The third element is also a dataframe containing those other residues that make a significant contribution to the differential environment, but in this occasion being underrepresented in the positive environment.

```head(Z[[3]])
```
```##    aa at         Z       pValue
## 17  M -1 -6.724230 8.826195e-12
## 19  Y -1 -6.707720 9.884452e-12
## 14  Y -2 -6.234550 2.265394e-10
## 29  Y  3 -5.840868 2.596470e-09
## 23  Y  1 -5.816164 3.010664e-09
## 27  Y  2 -5.605347 1.039190e-08
```

As you can see, we must reject the null hypothesis and declare that the sequence environments of oxidation-prone and oxidation-resistant methionines are distinguishable.

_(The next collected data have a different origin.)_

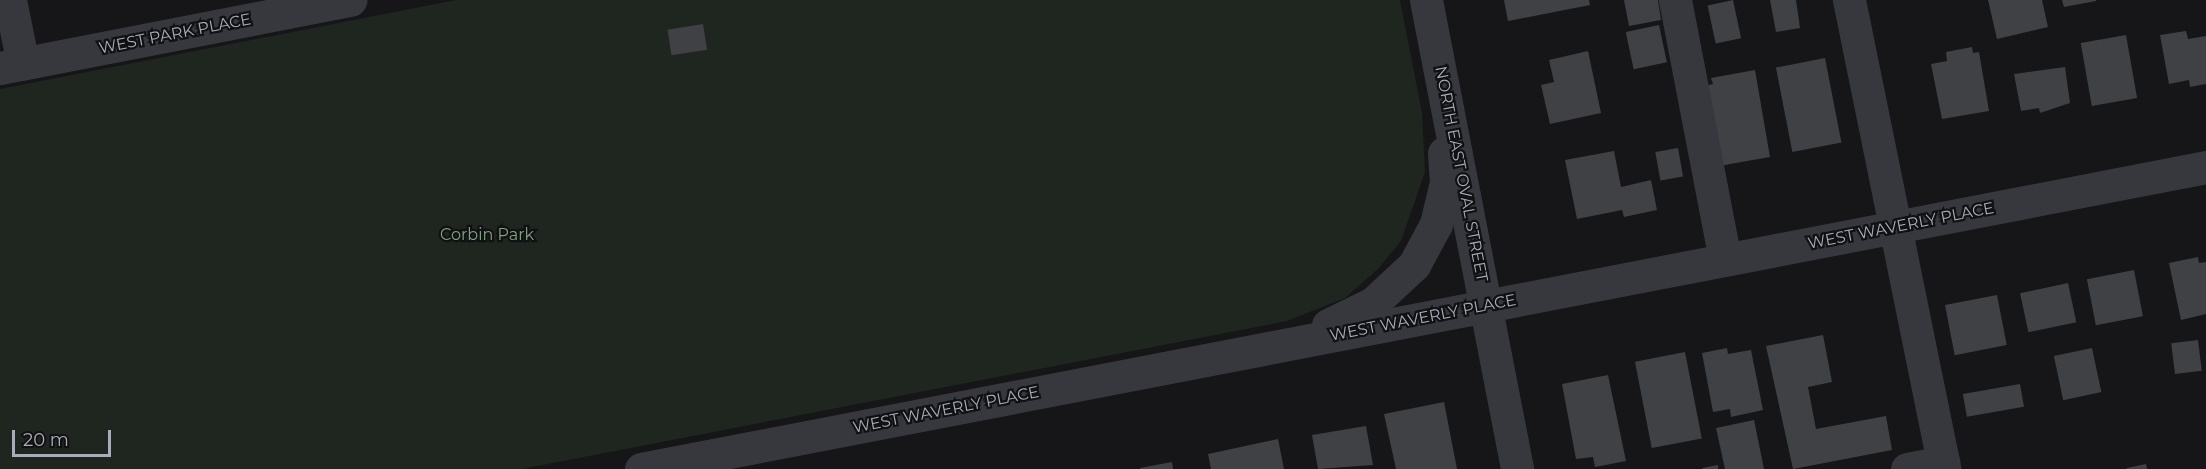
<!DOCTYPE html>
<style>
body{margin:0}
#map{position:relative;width:2206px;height:469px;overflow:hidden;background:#161618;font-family:Montserrat,sans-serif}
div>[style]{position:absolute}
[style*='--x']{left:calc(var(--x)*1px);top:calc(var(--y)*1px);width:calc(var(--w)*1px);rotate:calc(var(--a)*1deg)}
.green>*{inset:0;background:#1e261f}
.building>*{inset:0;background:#404145;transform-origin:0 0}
.minor>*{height:33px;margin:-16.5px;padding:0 16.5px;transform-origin:16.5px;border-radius:16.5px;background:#37383d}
span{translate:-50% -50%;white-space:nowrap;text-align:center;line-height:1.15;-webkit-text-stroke:4.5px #111113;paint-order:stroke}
.street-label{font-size:16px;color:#a8adb8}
.park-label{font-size:16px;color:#7fa381}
.scale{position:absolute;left:12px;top:430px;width:99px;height:27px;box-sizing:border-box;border:3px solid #a8adb8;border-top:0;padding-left:8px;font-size:18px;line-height:21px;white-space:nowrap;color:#a8adb8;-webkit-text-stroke:4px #111113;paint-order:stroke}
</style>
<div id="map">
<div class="green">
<i style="clip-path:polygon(456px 0,1400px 0,1422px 113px,1425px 172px,1401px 241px,1378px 269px,1345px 298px,1287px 321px,522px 469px,0 469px,0 89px)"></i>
</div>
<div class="building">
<i style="clip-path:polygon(1504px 0,1589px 0,1590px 5px,1508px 21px)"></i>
<i style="clip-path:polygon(1624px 0,1658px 0,1661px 20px,1629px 26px)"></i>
<i style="left:1733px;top:0;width:39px;height:26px;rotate:78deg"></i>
<i style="clip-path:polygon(1770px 0,1796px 0,1800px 28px,1776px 32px)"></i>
<i style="clip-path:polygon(1988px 0,2042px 0,2048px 27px,1997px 39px)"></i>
<i style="clip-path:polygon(2062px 0,2096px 0,2096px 1px,2064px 7px)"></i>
<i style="left:703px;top:24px;width:26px;height:36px;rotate:81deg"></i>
<i style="left:1659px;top:25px;width:38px;height:34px;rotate:78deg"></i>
<i style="clip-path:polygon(2186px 31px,2188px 39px,2206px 36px,2206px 84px,2190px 87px,2189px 80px,2169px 84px,2160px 35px)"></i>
<i style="left:2126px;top:35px;width:64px;height:46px;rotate:80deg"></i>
<i style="clip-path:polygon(1972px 47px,1973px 53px,1979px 52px,1989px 111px,1942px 119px,1931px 64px,1947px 61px,1946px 52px)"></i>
<i style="clip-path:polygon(1588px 51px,1601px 113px,1550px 124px,1541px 85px,1554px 82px,1549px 60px)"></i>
<i style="left:1825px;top:58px;width:86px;height:50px;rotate:79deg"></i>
<i style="clip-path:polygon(2065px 67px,2070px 103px,2040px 113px,2039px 108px,2021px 111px,2014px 74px)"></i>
<i style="clip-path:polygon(1755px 70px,1770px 157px,1719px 166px,1705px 86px,1713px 84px,1711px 78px)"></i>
<i style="left:1678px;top:148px;width:29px;height:23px;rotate:80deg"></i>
<i style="clip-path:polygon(1614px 151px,1621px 187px,1651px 180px,1657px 210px,1624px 217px,1622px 210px,1577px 219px,1565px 160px)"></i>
<i style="clip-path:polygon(2198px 257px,2199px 263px,2206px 262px,2206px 314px,2181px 320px,2169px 263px)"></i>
<i style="left:2134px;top:270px;width:47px;height:48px;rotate:79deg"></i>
<i style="left:2068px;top:283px;width:40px;height:49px;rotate:78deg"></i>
<i style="left:1997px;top:295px;width:51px;height:53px;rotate:79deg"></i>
<i style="clip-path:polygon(1823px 335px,1832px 382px,1808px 387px,1816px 429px,1886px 416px,1892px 450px,1793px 469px,1766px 346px)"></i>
<i style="left:2198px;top:340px;width:31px;height:27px;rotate:83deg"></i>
<i style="clip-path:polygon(1727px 348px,1728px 354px,1751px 350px,1763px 410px,1731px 417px,1730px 409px,1713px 412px,1702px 353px)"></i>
<i style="left:2092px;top:348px;width:45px;height:39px;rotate:78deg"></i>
<i style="left:1685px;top:352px;width:88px;height:51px;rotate:79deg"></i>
<i style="clip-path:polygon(1608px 375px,1626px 461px,1595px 467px,1593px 457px,1576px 459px,1562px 384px)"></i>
<i style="left:2020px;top:384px;width:23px;height:58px;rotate:80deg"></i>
<i style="clip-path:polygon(1444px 402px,1457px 469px,1396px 469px,1384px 414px)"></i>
<i style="clip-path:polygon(1754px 420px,1764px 469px,1725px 469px,1716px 428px)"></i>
<i style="clip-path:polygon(1366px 426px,1373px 465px,1318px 469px,1312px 435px)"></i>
<i style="clip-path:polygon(1278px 439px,1284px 469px,1211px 469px,1208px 454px)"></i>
<i style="clip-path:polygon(1172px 462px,1173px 469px,1140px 469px,1140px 468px)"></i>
<i style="clip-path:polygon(2146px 464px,2147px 469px,2127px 469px,2127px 468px)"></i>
<i style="clip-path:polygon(1718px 465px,1718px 469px,1703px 469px,1702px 468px)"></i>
</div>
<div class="minor">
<i style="--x:10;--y:0;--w:65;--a:78.5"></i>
<i style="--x:1426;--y:0;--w:478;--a:79"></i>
<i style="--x:1675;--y:0;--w:264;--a:79.1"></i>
<i style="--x:1849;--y:0;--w:479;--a:78.5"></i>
<i style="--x:0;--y:68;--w:357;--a:-11"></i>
<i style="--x:1328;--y:325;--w:50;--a:-26.1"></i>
<i style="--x:1373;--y:303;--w:56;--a:-42.8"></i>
<i style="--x:1414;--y:265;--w:47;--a:-61.8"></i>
<i style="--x:1436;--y:224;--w:43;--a:-76.6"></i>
<i style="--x:1446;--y:182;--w:29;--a:-94"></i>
<i style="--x:641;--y:469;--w:1594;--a:-10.92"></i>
<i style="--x:1907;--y:469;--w:37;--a:-11"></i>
</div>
<div class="street-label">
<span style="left:175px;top:34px;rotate:-11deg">WEST PARK PLACE</span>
<span style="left:1461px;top:174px;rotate:79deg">NORTH EAST OVAL STREET</span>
<span style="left:1901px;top:226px;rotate:-11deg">WEST WAVERLY PLACE</span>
<span style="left:1423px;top:318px;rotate:-11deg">WEST WAVERLY PLACE</span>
<span style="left:946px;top:410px;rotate:-11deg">WEST WAVERLY PLACE</span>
</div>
<div class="park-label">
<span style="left:487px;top:235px">Corbin Park</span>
</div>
<div class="scale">20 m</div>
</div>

## Ploting the differences between sequence environment

The conclusion to which we have just arrived: the oxidable methionines exhibit a differential sequence environment, can be visually illustrated making use of the `env.plot()` function. For instance, let’s focus on tyrosine, an amino acid that is clearly underrepresented in the environment of MetO.

```env.plot(Z[[1]], aa = 'Y', pValue = 0.05)
```

## Other hypothesis that can be easily tested

At this point we’re ready to address a number of different working hypothesis. As an exercise, we suggest the reader to tackle the question of whether the sequence environments of human MetO sites oxidized in vivo and that of MetO sites oxidized in vitro are equal. Would there be differences between prokaryotes and eukaryotes? between plants and animals? and so on.